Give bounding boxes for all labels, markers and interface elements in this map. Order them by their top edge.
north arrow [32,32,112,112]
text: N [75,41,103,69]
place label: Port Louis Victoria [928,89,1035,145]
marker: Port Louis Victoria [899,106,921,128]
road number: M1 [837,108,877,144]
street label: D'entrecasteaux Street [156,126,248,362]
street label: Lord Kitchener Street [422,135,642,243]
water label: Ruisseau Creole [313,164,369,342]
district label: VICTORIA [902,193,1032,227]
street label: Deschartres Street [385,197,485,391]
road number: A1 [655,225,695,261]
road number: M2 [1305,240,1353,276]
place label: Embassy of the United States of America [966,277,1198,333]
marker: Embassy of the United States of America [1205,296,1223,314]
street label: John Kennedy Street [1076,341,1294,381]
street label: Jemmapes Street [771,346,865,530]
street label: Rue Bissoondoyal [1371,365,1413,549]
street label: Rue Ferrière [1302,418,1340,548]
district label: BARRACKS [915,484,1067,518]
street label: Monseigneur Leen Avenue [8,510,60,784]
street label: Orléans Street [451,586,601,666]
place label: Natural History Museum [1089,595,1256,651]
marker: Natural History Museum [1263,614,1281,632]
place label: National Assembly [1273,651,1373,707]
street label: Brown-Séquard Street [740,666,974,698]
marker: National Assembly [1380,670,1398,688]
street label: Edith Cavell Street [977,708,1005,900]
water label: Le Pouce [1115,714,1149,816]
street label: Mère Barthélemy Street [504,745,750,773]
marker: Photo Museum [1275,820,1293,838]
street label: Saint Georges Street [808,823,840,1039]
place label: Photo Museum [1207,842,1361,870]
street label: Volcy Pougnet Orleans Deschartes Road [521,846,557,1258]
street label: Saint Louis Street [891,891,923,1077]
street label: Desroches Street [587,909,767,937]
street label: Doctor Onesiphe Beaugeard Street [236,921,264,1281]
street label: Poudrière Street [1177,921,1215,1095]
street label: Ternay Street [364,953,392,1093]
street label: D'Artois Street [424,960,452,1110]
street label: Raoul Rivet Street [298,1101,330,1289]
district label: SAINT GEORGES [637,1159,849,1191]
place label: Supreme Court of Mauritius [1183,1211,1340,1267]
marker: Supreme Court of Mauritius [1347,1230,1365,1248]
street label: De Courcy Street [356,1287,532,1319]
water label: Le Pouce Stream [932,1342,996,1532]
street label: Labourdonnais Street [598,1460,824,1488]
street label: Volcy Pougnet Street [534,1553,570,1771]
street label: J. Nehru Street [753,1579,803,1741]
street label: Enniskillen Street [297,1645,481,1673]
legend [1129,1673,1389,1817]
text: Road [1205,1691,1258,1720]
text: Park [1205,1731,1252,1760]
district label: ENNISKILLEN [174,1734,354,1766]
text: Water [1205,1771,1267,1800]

WHAT IS EXPECTED: Among the lines of the material above, find those with the word "Supreme". Copy each one.

EXERCISE RESULT:
place label: Supreme Court of Mauritius [1183,1211,1340,1267]
marker: Supreme Court of Mauritius [1347,1230,1365,1248]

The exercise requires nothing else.